Using the entries that follow, give only the number of lines with the word "Novara" in them.
*** Data Section Begins ***
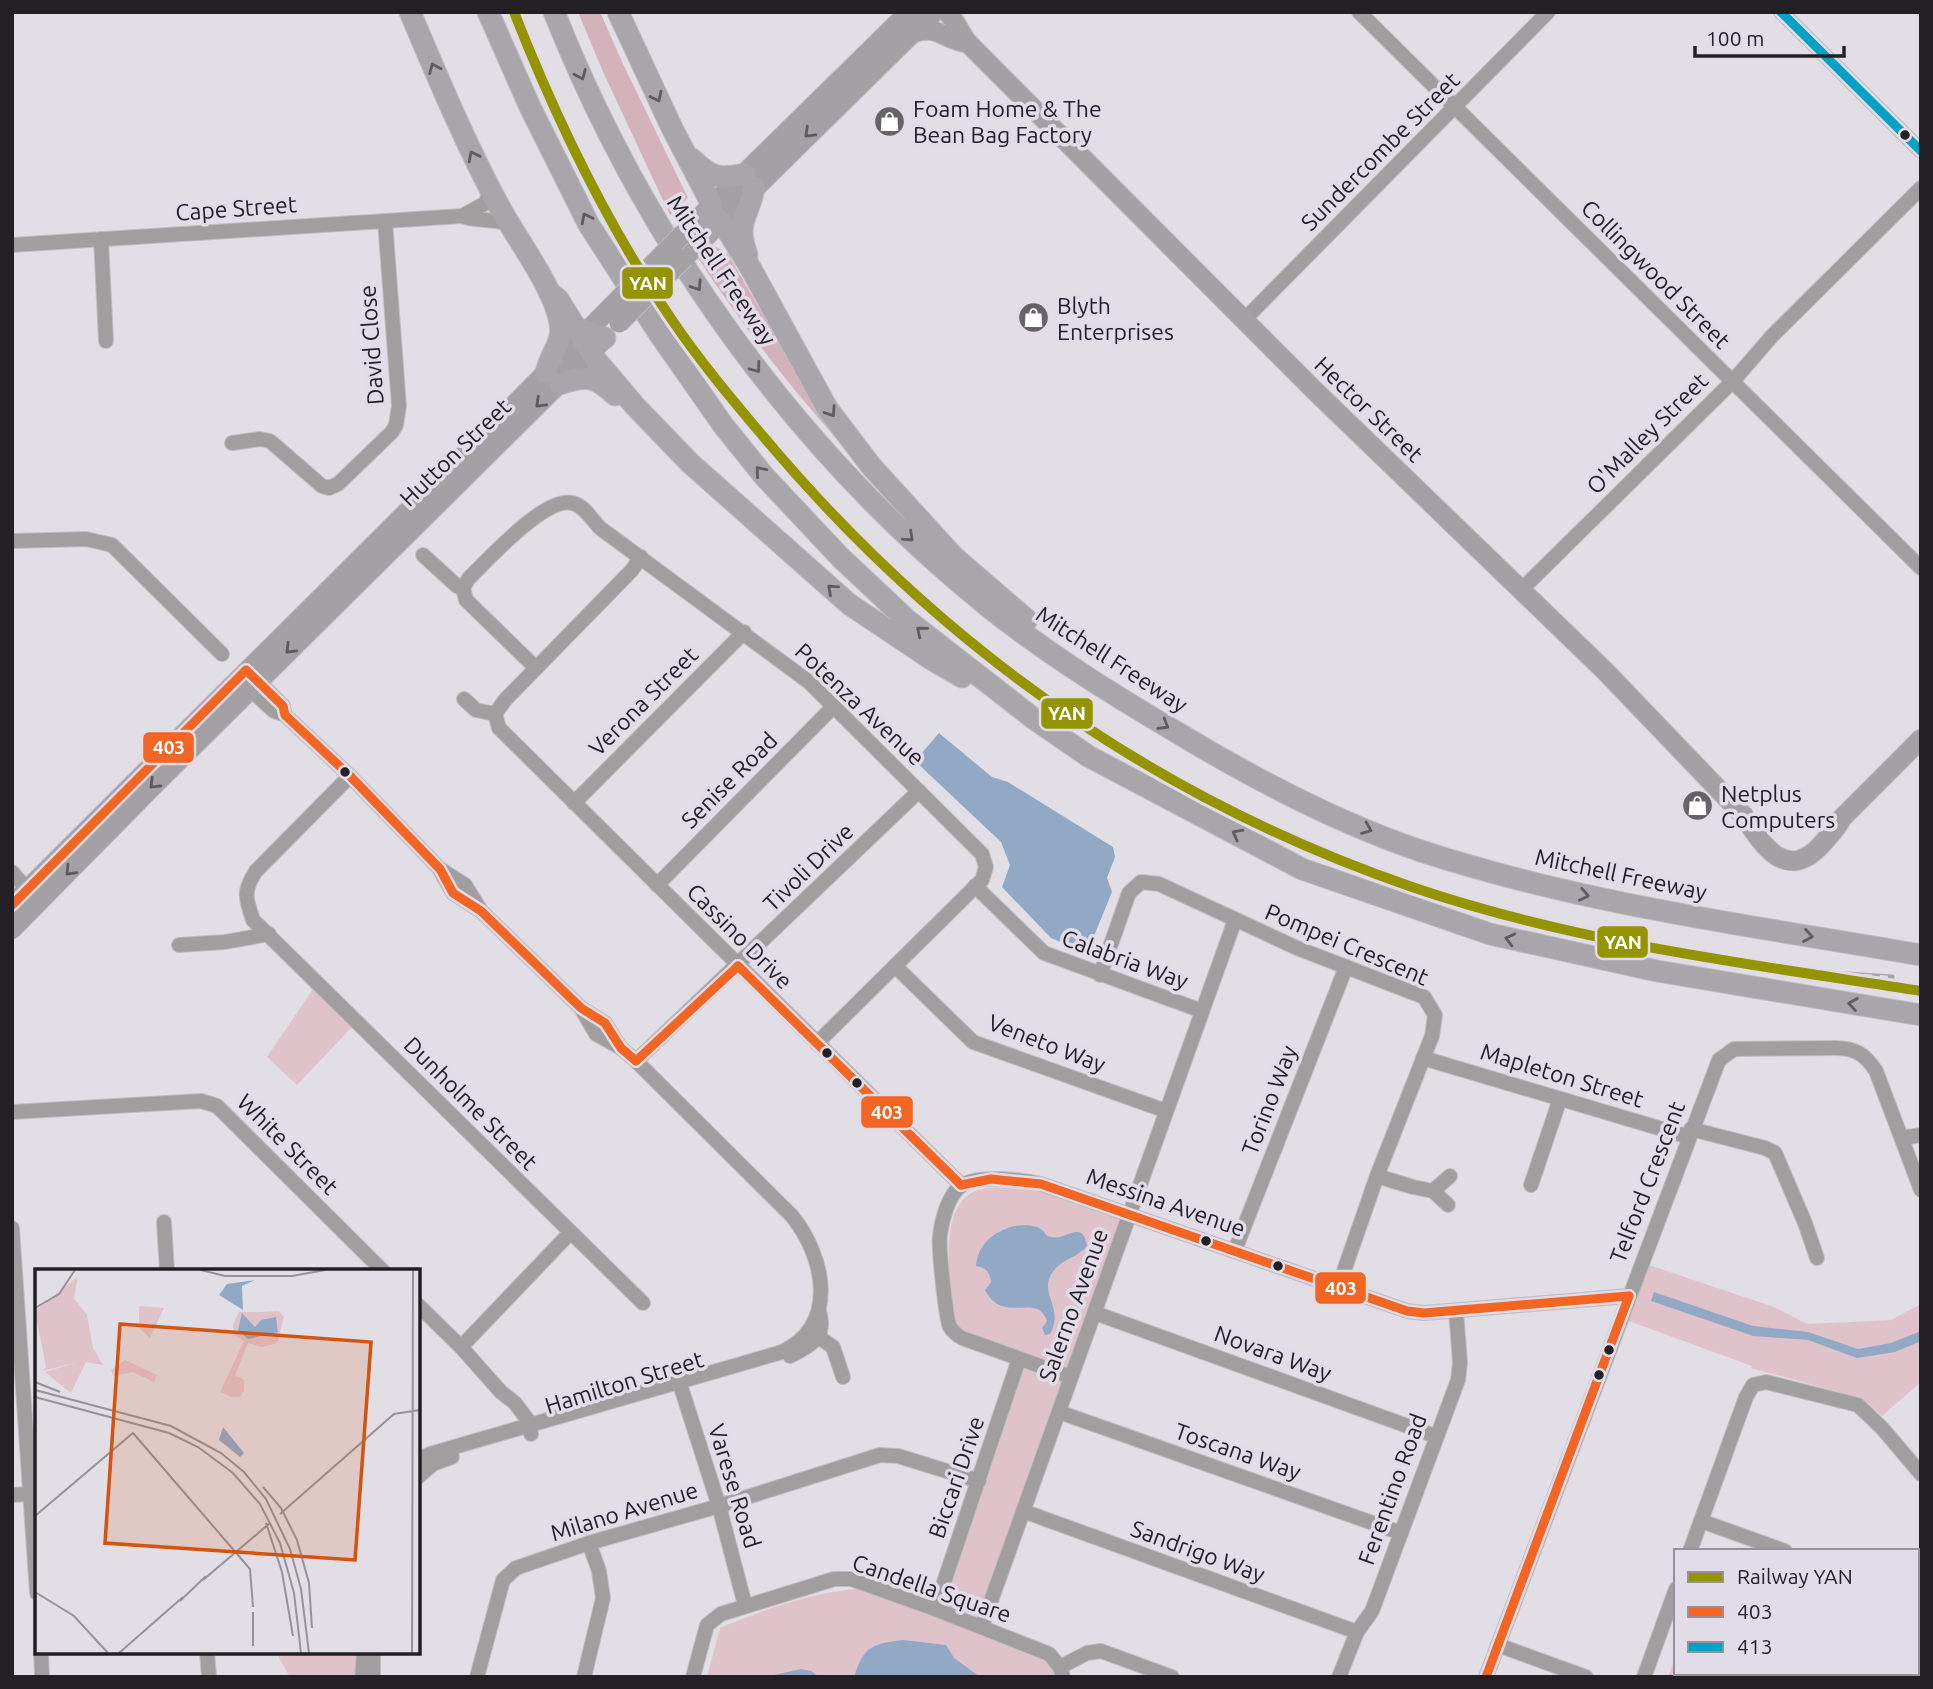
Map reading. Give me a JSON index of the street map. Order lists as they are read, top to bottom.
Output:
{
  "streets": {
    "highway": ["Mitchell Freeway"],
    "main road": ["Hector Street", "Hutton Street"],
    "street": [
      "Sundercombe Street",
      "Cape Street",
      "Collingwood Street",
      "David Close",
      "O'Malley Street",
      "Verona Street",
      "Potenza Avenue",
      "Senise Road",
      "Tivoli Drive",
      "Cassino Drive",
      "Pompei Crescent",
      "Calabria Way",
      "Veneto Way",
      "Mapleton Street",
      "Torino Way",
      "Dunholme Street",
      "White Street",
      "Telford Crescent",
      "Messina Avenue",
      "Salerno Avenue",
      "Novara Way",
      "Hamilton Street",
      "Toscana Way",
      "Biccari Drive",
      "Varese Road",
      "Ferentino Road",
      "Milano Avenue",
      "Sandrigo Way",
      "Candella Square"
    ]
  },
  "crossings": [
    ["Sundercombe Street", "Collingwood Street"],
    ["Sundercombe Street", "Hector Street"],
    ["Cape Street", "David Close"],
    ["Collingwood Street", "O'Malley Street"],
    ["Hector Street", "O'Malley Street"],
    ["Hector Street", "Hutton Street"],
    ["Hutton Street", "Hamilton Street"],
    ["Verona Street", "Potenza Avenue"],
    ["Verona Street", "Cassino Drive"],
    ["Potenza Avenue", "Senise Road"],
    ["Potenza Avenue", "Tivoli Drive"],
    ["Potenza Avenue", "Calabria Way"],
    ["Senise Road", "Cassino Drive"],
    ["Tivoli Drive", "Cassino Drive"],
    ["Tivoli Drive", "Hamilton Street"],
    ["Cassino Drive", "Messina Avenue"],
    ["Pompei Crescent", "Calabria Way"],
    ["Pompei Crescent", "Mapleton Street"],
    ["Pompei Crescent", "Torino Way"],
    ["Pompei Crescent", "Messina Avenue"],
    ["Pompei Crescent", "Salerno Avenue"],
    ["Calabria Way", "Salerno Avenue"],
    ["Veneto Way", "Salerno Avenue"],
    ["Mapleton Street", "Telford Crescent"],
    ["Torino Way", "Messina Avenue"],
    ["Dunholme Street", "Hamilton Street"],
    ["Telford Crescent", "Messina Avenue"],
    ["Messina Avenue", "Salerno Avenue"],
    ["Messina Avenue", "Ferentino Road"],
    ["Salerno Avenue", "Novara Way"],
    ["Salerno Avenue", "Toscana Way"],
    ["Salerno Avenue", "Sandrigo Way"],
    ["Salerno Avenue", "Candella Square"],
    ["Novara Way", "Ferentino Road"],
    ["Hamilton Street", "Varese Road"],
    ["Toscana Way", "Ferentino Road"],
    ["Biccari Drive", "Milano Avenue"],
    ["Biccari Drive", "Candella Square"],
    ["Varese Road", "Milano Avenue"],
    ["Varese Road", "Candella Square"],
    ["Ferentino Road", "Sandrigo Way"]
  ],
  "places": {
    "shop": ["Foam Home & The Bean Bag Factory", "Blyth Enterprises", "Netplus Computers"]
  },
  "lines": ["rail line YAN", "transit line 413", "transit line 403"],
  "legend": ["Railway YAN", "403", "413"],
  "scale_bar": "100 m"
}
*** Data Section Ends ***
Worked solution:
3